Collected data entries

⟨

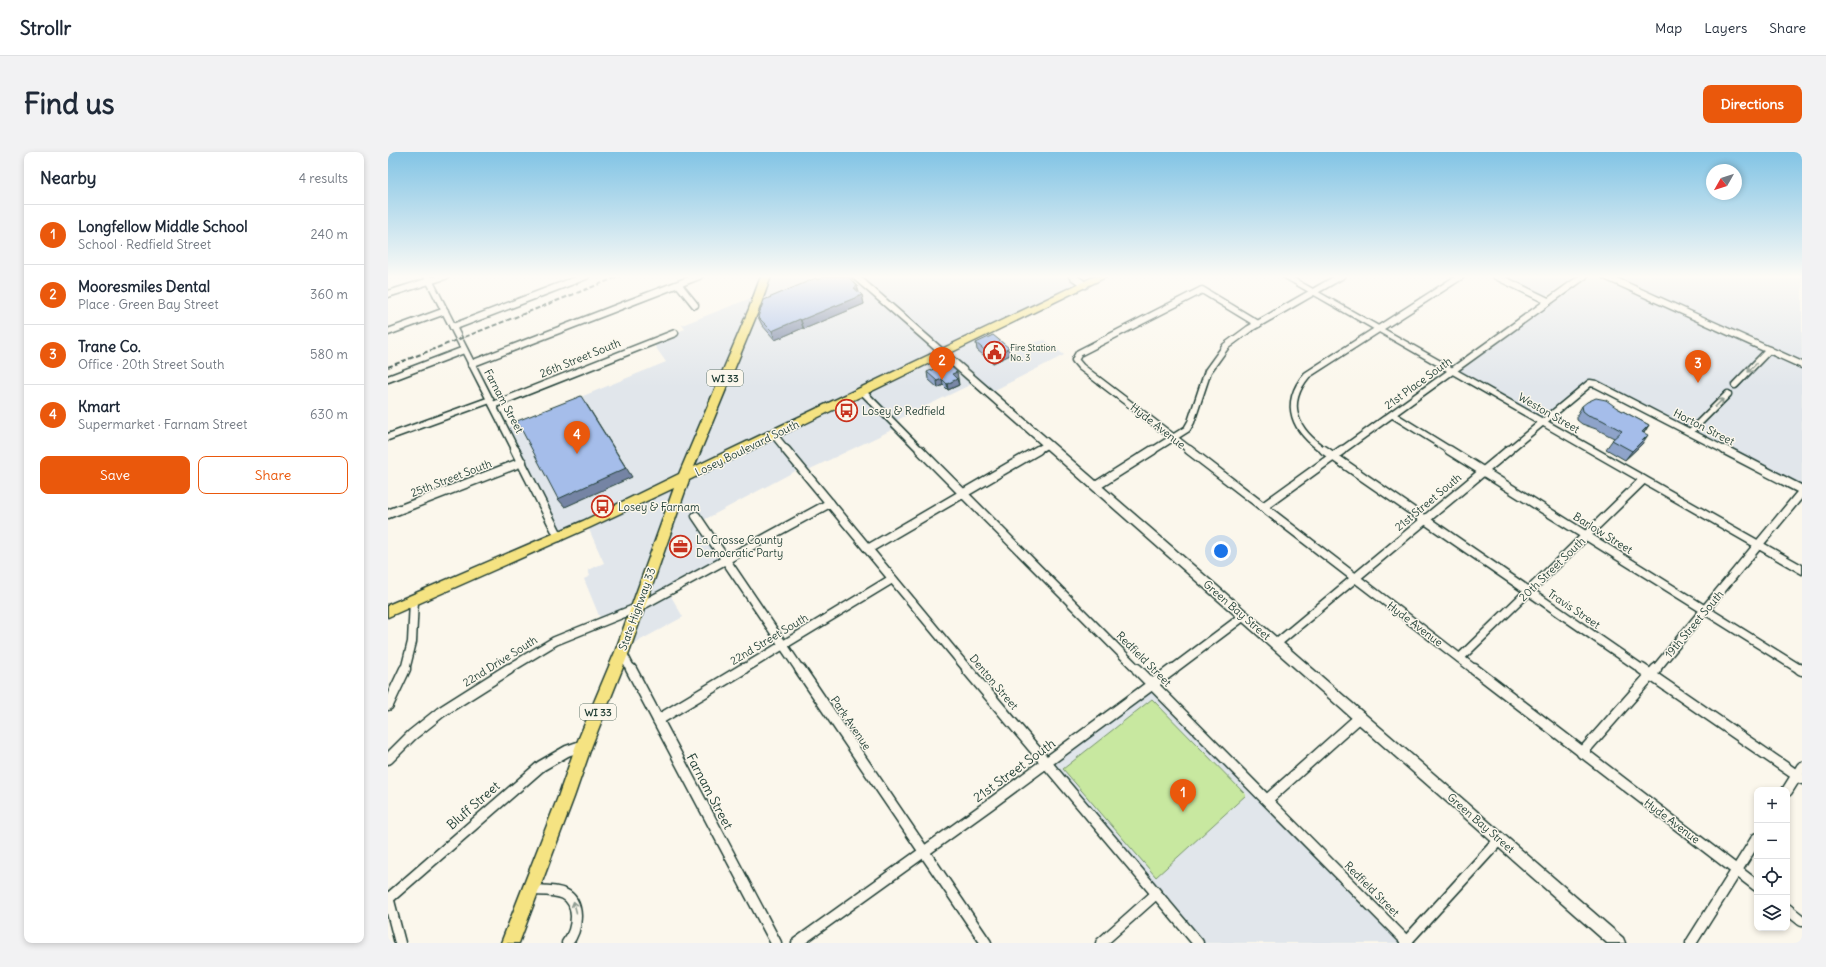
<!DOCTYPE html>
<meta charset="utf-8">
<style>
:root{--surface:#fff;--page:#f2f2f3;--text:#1f2937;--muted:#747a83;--line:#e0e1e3;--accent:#ea580c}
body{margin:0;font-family:Delius,sans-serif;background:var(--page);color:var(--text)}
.controls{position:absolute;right:12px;bottom:12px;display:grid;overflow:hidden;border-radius:8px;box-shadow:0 2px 6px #0003}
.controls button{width:36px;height:36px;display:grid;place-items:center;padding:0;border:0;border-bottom:1px solid var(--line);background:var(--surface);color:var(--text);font:20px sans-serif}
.compass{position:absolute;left:1318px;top:12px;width:36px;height:36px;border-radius:50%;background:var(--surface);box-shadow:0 2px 6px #0003;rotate:231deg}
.you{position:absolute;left:833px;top:399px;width:14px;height:14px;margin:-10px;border:3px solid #fff;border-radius:50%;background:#1a73e8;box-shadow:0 0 0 6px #1a73e833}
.badge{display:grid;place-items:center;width:26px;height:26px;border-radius:50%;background:var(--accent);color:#fff;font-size:13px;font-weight:700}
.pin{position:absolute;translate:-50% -33px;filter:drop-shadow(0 1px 2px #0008)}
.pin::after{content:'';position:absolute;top:21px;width:14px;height:12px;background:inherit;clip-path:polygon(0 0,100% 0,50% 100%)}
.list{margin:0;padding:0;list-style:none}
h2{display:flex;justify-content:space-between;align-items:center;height:52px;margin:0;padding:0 16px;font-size:17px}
h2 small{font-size:13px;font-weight:400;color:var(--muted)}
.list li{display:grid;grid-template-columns:26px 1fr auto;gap:12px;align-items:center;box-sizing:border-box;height:60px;padding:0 16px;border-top:1px solid var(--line)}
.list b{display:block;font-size:15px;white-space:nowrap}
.list p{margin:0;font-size:13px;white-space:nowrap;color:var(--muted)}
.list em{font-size:13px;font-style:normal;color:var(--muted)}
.actions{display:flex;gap:8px;padding:12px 16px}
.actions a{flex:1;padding:9px 0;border:1px solid var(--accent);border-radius:8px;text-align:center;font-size:14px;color:var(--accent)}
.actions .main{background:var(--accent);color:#fff}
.icon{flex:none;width:22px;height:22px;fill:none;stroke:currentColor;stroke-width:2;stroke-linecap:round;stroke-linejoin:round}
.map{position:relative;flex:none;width:1414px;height:791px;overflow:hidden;border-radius:8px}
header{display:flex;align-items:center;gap:24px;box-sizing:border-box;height:56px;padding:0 20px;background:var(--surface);border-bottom:1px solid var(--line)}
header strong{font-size:19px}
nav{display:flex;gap:22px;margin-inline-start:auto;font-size:14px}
.intro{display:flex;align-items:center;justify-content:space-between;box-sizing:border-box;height:96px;padding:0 24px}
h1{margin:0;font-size:28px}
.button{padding:10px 18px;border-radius:8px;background:var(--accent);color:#fff;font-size:14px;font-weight:700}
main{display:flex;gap:24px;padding:0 24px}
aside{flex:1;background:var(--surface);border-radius:8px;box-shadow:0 2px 6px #0003}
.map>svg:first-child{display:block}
.built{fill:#e1e6eb}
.green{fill:#c8e8a0;stroke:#74926a}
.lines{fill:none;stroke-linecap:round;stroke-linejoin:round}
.minor-far2-casing{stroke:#1f3d34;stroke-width:9}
.minor-far1-casing{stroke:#1f3d34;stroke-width:11}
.minor-casing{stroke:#1f3d34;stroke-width:13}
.tertiary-casing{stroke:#1f3d34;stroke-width:3}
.primary-casing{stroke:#1f3d34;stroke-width:3}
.minor-far2{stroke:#fbf7ec;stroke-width:6}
.minor-far1{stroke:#fbf7ec;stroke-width:8}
.minor{stroke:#fbf7ec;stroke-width:10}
.tertiary{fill:#fbf7ec;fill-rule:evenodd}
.primary{fill:#f5e382;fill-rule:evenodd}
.rail{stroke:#1f3d34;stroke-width:2;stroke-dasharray:5 2.5;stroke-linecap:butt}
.wall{fill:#8ea3c9;stroke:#1f3d34}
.shaded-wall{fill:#7484a4;stroke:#1f3d34}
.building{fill:#a5bdea;stroke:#1f3d34}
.oneway{stroke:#8d9a90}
.labels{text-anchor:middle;stroke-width:3;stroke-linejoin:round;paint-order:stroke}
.far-poi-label{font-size:9px;fill:#1f3d34;stroke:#fbf7ec;text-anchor:start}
.shield{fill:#fbf7ec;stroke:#61756b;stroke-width:1}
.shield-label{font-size:10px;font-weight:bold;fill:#1f3d34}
.street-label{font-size:11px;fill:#1f3d34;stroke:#fbf7ec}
.poi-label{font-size:11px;fill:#1f3d34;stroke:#fbf7ec;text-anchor:start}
.near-street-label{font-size:13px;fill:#1f3d34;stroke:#fbf7ec}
</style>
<header>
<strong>Strollr</strong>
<nav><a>Map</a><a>Layers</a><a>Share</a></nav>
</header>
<div class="intro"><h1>Find us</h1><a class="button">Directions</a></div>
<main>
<aside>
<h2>Nearby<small>4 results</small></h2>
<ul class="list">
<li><span class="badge">1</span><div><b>Longfellow Middle School</b><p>School · Redfield Street</p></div><em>240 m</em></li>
<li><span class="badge">2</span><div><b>Mooresmiles Dental</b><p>Place · Green Bay Street</p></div><em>360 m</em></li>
<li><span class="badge">3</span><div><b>Trane Co.</b><p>Office · 20th Street South</p></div><em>580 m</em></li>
<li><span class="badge">4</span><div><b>Kmart</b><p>Supermarket · Farnam Street</p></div><em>630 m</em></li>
</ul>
<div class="actions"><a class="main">Save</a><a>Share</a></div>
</aside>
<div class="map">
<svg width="1414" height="791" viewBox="0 0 1414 791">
<rect width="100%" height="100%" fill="#fbf7ec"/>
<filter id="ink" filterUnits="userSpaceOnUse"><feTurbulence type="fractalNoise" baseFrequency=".025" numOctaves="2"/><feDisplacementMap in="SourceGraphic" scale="8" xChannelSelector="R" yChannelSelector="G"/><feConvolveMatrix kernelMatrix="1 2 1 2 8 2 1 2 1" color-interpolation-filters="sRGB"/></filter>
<g filter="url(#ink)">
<g class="built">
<path d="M378,124H684L697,133L597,181L620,200L636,193L657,188L676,203L601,241L588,230L505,270L510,275L416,320L413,316L312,370L337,407L280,439L295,465L247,491L234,500L251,455L214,471L196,427L202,424L200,418L216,411L199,373L171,385L117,276L278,210L264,190L297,177L294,173L371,143Z"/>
<path d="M1112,124H1188L1156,145Z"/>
<path d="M1196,124H1414V338L1202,231L1154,270L1065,220Z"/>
<path d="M764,532L1017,791H810L659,611Z"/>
</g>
<path class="green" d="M764,547L858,643L768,725L675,617Z"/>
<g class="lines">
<defs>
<g id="minor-far2">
<path d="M39,124L128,299"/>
<path d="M467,124L555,201"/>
<path d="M684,124L697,133"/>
<path d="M1108,124L1160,149"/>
<path d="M1217,124L1414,213"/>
<path d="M291,133L307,153"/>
<path d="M0,142L57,124"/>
<path d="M65,175L198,124"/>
<path d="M0,180L57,159"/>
<path d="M83,212L311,124"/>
<path d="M0,227L76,198"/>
<path d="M1347,233L1381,198"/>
<path d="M475,240L533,299"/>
<path d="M105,253L287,181"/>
<path d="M1005,263L1063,299"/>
<path d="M1302,280L1340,242"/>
<path d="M386,283L399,299"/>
<path d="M0,285L102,248"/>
<path d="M648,299L660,292"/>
<path d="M764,299L799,277L803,270L820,219L838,194L861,177L953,124"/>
<path d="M803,299L693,215L687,208L691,201L814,138L870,172"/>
<path d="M937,299C907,279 894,253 919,223L1073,124"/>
<path d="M953,299L1196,124"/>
<path d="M1120,299L1202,231L1208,232L1338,299"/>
</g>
<g id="minor-far1">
<path d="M127,298L171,385"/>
<path d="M398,298L580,518"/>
<path d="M532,298L750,518"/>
<path d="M801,298L1087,518"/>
<path d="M936,298L1255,518"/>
<path d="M1061,298L1413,518"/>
<path d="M1337,298L1414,338"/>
<path d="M708,334L765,298"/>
<path d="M875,355L954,298"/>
<path d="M0,362L134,310"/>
<path d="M308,364L412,518"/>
<path d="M480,397L650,298"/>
<path d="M888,492L1121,298"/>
<path d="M234,500L243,518"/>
<path d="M1072,506L1255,328"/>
<path d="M17,518L24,490L26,448"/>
<path d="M119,518L167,489L251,455L442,351"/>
<path d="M354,518L504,427"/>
<path d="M784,518L856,464"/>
<path d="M1267,518L1414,340"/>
</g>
<g id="minor">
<path d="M243,517L388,791"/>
<path d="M412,517L598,791"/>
<path d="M579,517L810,791"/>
<path d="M749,517L1020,791"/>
<path d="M1086,517L1369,734"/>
<path d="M1254,517L1414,627"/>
<path d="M1412,517L1414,518"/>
<path d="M0,553L17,517"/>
<path d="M270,568L355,517"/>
<path d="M1194,601L1268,517"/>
<path d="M0,607L24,583L53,560L121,517"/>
<path d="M1399,639L1414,615"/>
<path d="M879,648L972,565"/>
<path d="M143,738C165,739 187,736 188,764C188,774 186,783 179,791"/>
<path d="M0,745L12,791"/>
<path d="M0,747L153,614L179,599L196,593"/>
<path d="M1399,757L1414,769"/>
<path d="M409,791L601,653L785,517"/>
<path d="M713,791L768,742"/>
<path d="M1017,791L1112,687"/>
<path d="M1303,791L1369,686"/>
</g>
<g id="tertiary">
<path d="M893,124H902L1414,413V422Z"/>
<path d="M552,199H558L1235,786L1237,791H1219L552,203Z"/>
</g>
<path id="primary" d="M373,124H383L371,157L306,315L707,124H720L301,328L241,500L204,593L186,645L131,791H113L170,645L188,593L227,500L286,336L203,375L0,465V453L195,369L291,322L361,157Z"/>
</defs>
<use href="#minor-far2" class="minor-far2-casing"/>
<use href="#minor-far1" class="minor-far1-casing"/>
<use href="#minor" class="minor-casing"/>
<use href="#tertiary" class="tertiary-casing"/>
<use href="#primary" class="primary-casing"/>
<use href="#minor-far2" class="minor-far2"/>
<use href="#minor-far1" class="minor-far1"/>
<use href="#minor" class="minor"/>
<use href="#tertiary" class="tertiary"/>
<use href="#primary" class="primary"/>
<path class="rail" d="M0,215L232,124"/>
</g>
<g class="wall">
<path d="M429,128L469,134L471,140L474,143L476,152L416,177L415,176L387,188L374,173L370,165Z"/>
<path d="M588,191L622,203L605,211L589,198Z"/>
<path d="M539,220L570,226L571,233L560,238L555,233L550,236L540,227Z"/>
<path d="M1194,254L1229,256L1261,273L1256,281L1254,292L1237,308L1218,297L1226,286L1208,277L1194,272L1189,268V263Z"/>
</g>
<g class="shaded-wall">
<path d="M469,134L471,143L466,136Z"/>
<path d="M474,143L476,152L416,177L413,168Z"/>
<path d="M412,167L415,176L387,188L384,179Z"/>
<path d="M621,196L622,203L605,211V205Z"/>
<path d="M569,220L570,226L565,229L564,222Z"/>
<path d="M554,227L555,233L550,236L549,229Z"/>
<path d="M569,227L571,233L560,238L559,232Z"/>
<path d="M199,253L244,325L177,355L170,347Z"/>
<path d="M1261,273L1255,282L1254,280Z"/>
<path d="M1260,283L1254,292L1237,308L1244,299Z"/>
</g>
<g class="building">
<path d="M438,124H459L469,134L466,136L474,143L413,168L412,167L384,179L370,165L376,148L428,126L429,128Z"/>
<path d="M605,183L621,196L605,205L588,191Z"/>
<path d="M559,211L569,220L564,222L569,227L559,232L554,227L549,229L539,220Z"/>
<path d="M193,244L238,316L170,347L129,269Z"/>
<path d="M1208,246L1218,248L1229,256L1261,273L1254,280L1260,283L1244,299L1224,288L1234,279L1214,268L1200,263L1195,259L1194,254L1199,250Z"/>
</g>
<defs><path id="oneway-shaft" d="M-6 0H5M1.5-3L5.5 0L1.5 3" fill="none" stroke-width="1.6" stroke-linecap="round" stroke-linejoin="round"/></defs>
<g class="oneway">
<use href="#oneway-shaft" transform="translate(1364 216) rotate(134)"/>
<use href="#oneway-shaft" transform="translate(1331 251) rotate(-45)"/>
<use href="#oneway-shaft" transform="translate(187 755) rotate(-105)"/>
</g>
</g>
<linearGradient id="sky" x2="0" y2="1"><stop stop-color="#82c4e5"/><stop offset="0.53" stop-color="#fdfbf6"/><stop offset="1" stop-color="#fdfbf6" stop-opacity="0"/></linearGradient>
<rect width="1414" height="235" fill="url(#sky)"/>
<defs>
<symbol id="civic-ring" viewBox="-11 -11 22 22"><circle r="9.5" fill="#fbf7ec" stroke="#c8321e" stroke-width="1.5"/><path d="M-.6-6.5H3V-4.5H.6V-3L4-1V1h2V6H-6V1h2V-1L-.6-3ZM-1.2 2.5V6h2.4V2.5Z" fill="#c8321e"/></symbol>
<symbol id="bus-ring" viewBox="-11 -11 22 22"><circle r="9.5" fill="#fbf7ec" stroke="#c8321e" stroke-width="1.5"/><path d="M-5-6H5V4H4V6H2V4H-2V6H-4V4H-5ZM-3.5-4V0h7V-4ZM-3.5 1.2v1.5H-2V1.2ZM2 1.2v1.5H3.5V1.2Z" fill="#c8321e"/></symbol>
<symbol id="office-ring" viewBox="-11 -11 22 22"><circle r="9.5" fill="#fbf7ec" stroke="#c8321e" stroke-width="1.5"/><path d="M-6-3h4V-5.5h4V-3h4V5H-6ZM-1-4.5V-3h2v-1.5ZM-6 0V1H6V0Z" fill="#c8321e"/></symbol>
</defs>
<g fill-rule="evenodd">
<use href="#civic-ring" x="594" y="188" width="25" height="25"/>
<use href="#bus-ring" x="446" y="246" width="25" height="25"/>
<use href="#bus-ring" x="202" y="342" width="25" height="25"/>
<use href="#office-ring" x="280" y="382" width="25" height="25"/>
</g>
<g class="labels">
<g class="far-poi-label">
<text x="622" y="199">Fire Station<tspan x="622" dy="10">No. 3</tspan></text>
</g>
<g class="shield">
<rect x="319" y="218" width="36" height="16" rx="3"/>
<rect x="192" y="552" width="36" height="16" rx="3"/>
</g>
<g class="shield-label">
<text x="337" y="230">WI 33</text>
<text x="210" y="564">WI 33</text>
</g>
<g class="street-label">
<text transform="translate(192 206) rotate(-22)" y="4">26th Street South</text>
<text transform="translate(1030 231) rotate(-36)" y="4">21st Place South</text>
<text transform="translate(116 249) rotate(62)" y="4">Farnam Street</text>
<text transform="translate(1161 261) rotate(30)" y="4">Weston Street</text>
<text transform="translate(770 274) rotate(38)" y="4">Hyde Avenue</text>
<text transform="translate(1316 275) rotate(27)" y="4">Horton Street</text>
<text transform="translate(359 296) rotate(-26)" y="4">Losey Boulevard South</text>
<text transform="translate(63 326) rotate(-21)" y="4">25th Street South</text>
<text transform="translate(1040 350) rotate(-40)" y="4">21st Street South</text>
<text transform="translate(1215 381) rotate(32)" y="4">Barlow Street</text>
<text transform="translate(1164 417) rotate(-44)" y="4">20th Street South</text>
<text transform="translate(249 457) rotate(-70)" y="4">State Highway 33</text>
<text transform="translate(1186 457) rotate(34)" y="4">Travis Street</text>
<text transform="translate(849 458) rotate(41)" y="4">Green Bay Street</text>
<text transform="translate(1027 472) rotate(37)" y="4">Hyde Avenue</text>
<text transform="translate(1306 472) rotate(-50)" y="4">19th Street South</text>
<text transform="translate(381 487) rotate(-31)" y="4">22nd Street South</text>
<text transform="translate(756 507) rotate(45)" y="4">Redfield Street</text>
<text transform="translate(112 509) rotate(-32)" y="4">22nd Drive South</text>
<text transform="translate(606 530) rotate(50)" y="4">Denton Street</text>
<text transform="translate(463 571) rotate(56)" y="4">Park Avenue</text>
<text transform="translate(1284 669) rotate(37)" y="4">Hyde Avenue</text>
<text transform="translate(1093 671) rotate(41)" y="4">Green Bay Street</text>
<text transform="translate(984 737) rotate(45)" y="4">Redfield Street</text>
</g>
<g class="poi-label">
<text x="474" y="263">Losey &amp; Redfield</text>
<text x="230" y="359">Losey &amp; Farnam</text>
<text x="308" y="392">La Crosse County<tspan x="308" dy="13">Democratic Party</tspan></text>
</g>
<g class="near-street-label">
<text transform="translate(626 618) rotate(-36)" y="5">21st Street South</text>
<text transform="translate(322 639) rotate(62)" y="5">Farnam Street</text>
<text transform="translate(85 653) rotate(-41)" y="5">Bluff Street</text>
</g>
</g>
</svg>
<div class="controls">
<button>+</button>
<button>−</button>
<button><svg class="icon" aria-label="locate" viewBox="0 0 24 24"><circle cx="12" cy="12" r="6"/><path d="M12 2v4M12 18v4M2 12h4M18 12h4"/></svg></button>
<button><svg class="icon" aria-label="layers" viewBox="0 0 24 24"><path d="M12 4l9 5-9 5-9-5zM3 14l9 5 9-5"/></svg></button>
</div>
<svg class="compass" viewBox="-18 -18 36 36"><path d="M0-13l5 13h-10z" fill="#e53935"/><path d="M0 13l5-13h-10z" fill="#747a83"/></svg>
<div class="you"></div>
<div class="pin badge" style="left:795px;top:660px">1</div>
<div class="pin badge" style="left:554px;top:228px">2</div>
<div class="pin badge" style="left:1310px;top:231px">3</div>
<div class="pin badge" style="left:189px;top:302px">4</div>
</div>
</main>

⟩

» WORK TO COMPLETE
Determine how many lines of the data above contain the string "absolute", and answer with the number only.

» REPLY
5